*** Listed entries Section Begins ***

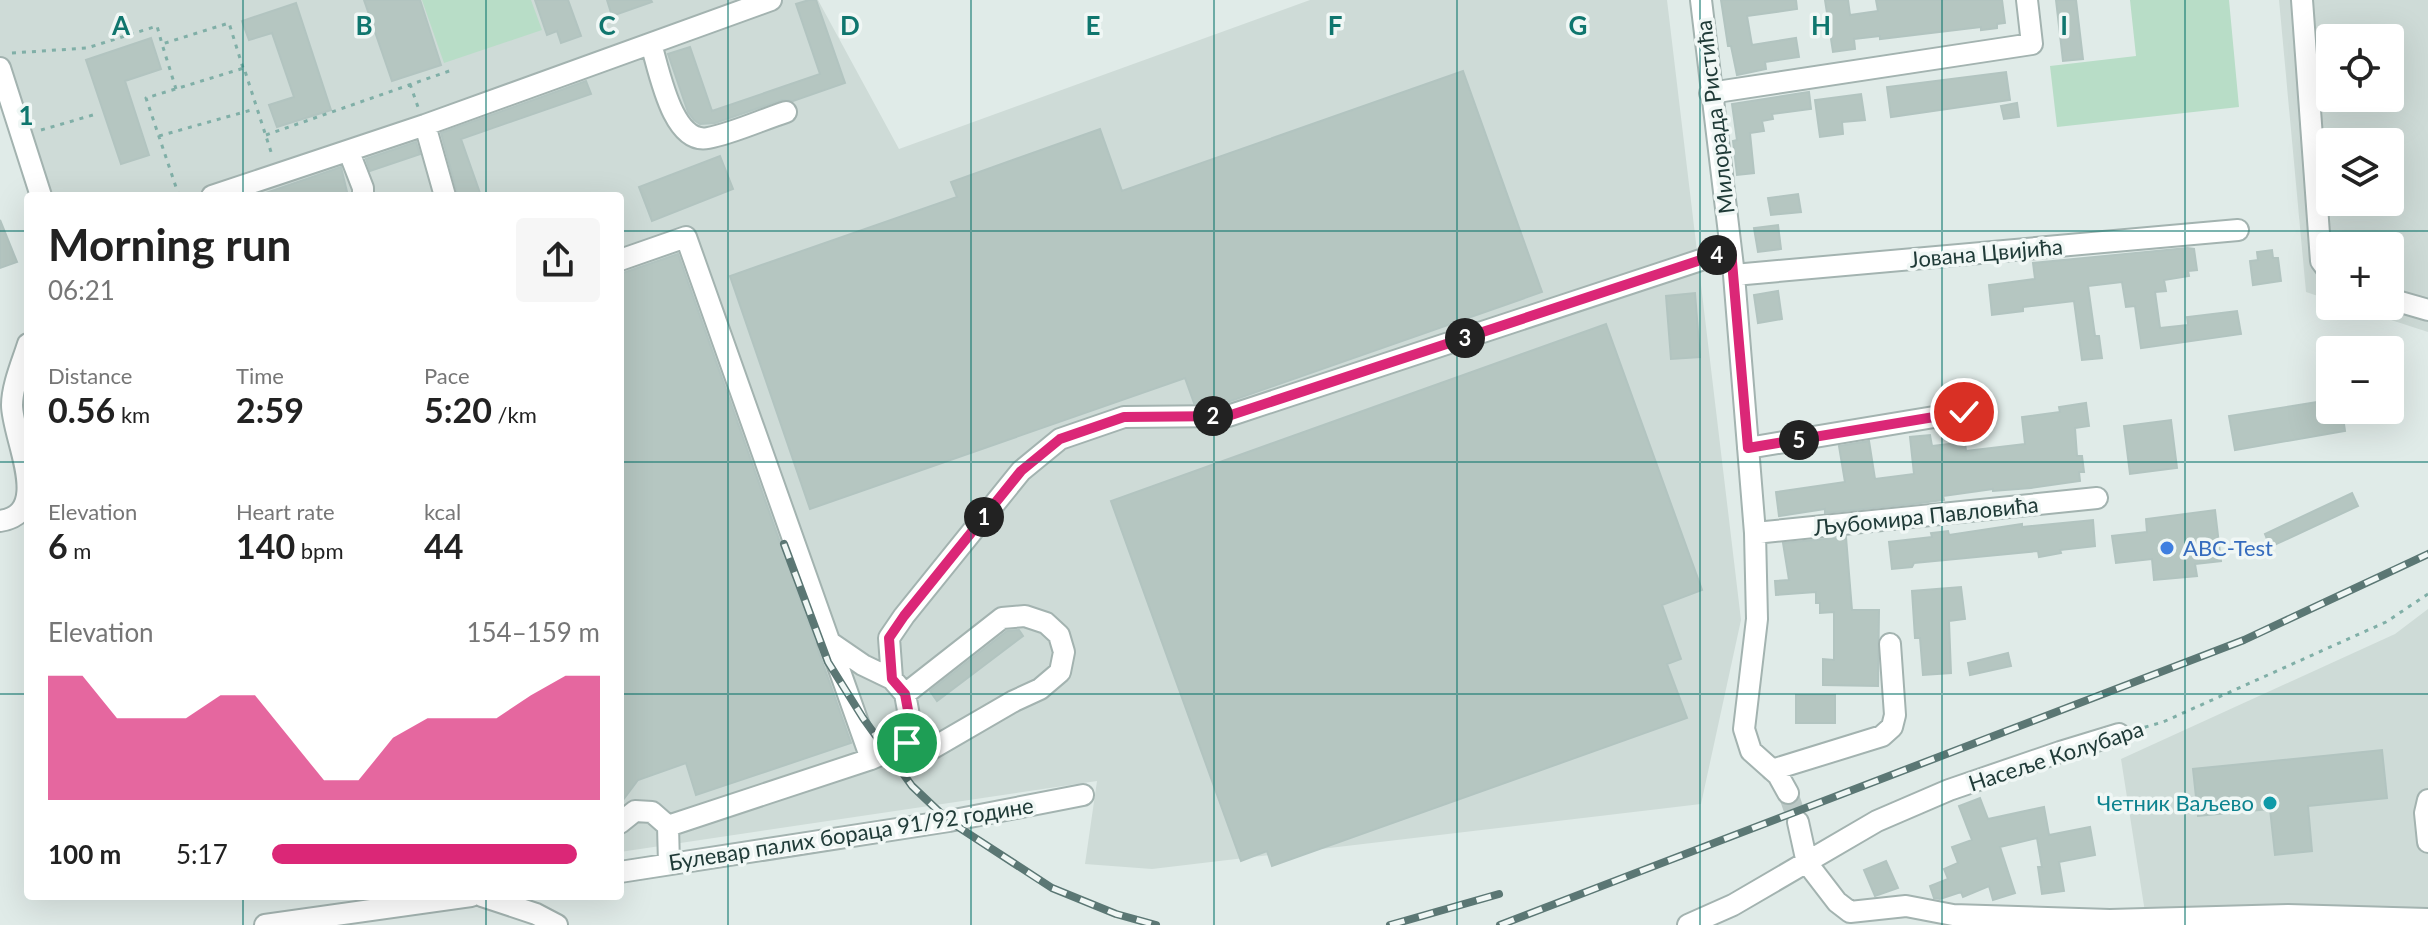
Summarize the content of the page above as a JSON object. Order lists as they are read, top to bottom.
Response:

*** Listed entries Section Ends ***
*** Listed entries Section Begins ***

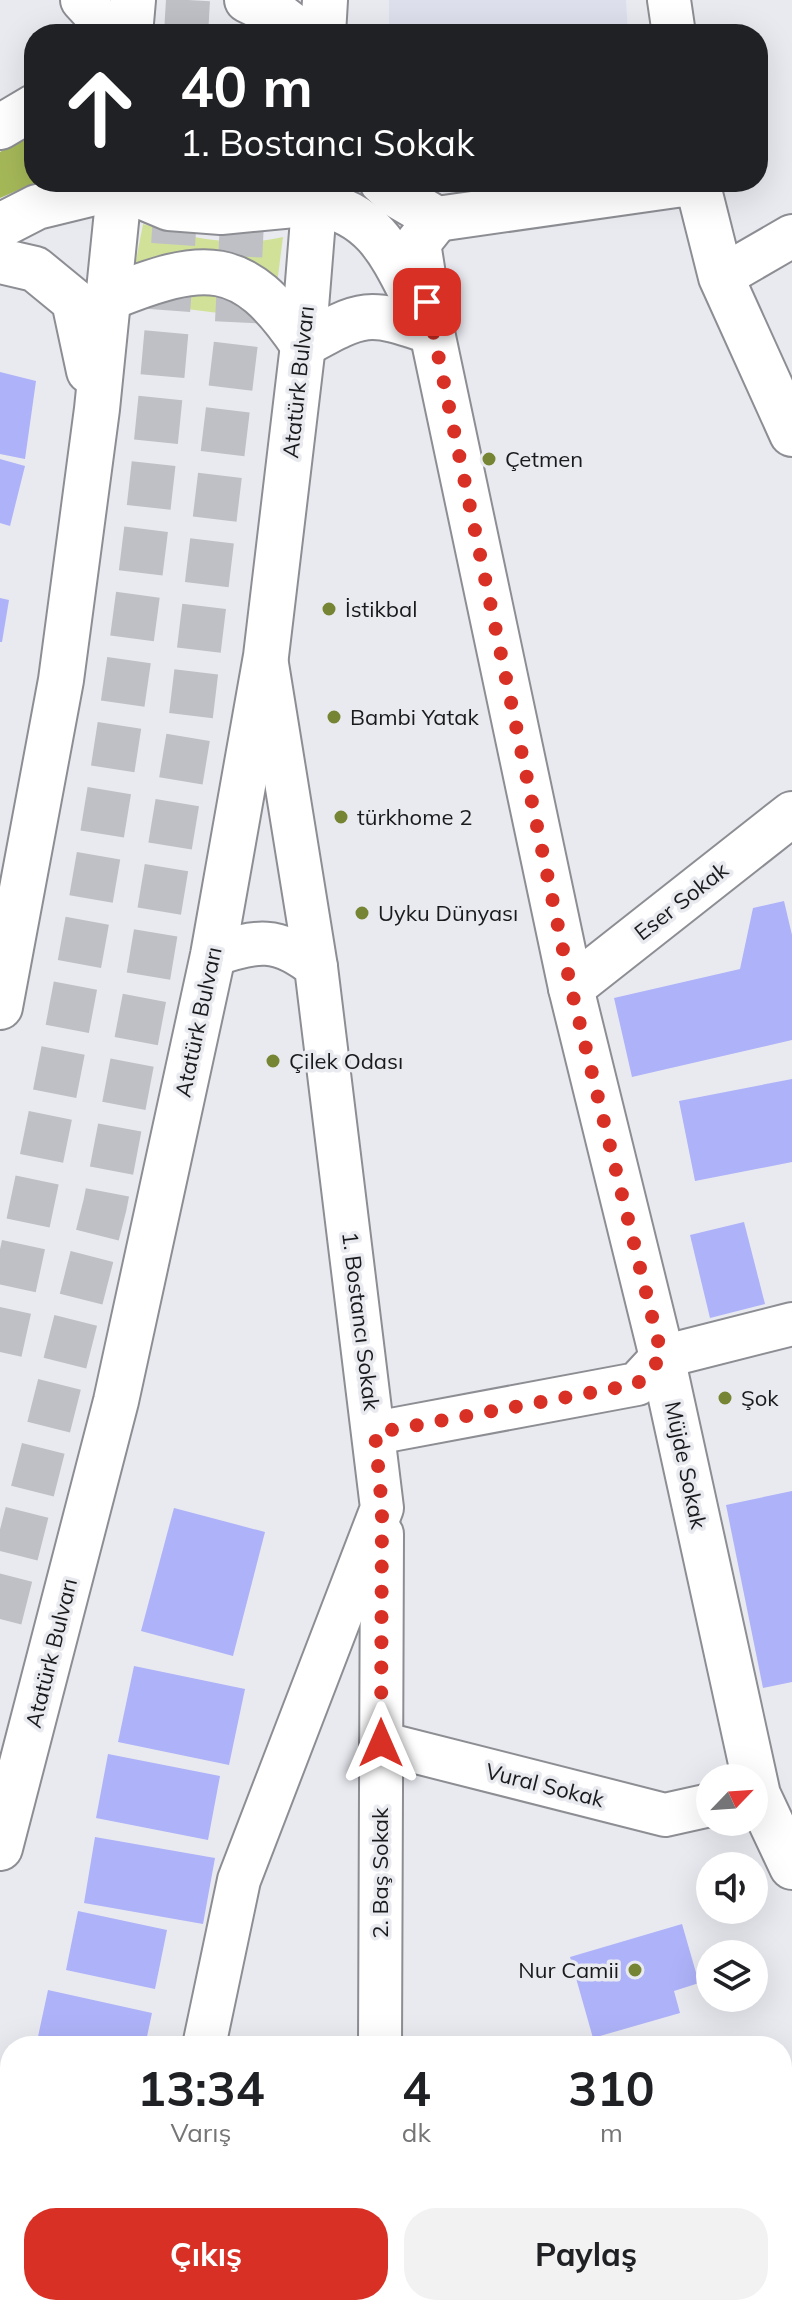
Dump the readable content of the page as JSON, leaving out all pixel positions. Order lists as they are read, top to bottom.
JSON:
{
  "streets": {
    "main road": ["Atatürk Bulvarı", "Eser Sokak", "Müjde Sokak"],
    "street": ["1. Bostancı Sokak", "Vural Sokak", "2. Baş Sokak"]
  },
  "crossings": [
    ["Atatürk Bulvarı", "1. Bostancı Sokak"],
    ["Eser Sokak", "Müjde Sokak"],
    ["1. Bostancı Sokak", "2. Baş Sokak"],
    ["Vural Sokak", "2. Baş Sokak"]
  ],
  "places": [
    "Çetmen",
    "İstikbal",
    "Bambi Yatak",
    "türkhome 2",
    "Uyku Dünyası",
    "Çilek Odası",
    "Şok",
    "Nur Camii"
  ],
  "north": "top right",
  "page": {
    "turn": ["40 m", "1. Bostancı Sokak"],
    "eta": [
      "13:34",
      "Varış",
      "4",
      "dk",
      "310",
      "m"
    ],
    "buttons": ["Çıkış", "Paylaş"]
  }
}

*** Listed entries Section Ends ***

What the task asks | Only lines that include "lists" belong in the answer; return them from the entries above.

Answer box |
Summarize the content of the page above as a JSON object. Order lists as they are read, top to bottom.
Dump the readable content of the page as JSON, leaving out all pixel positions. Order lists as they are read, top to bottom.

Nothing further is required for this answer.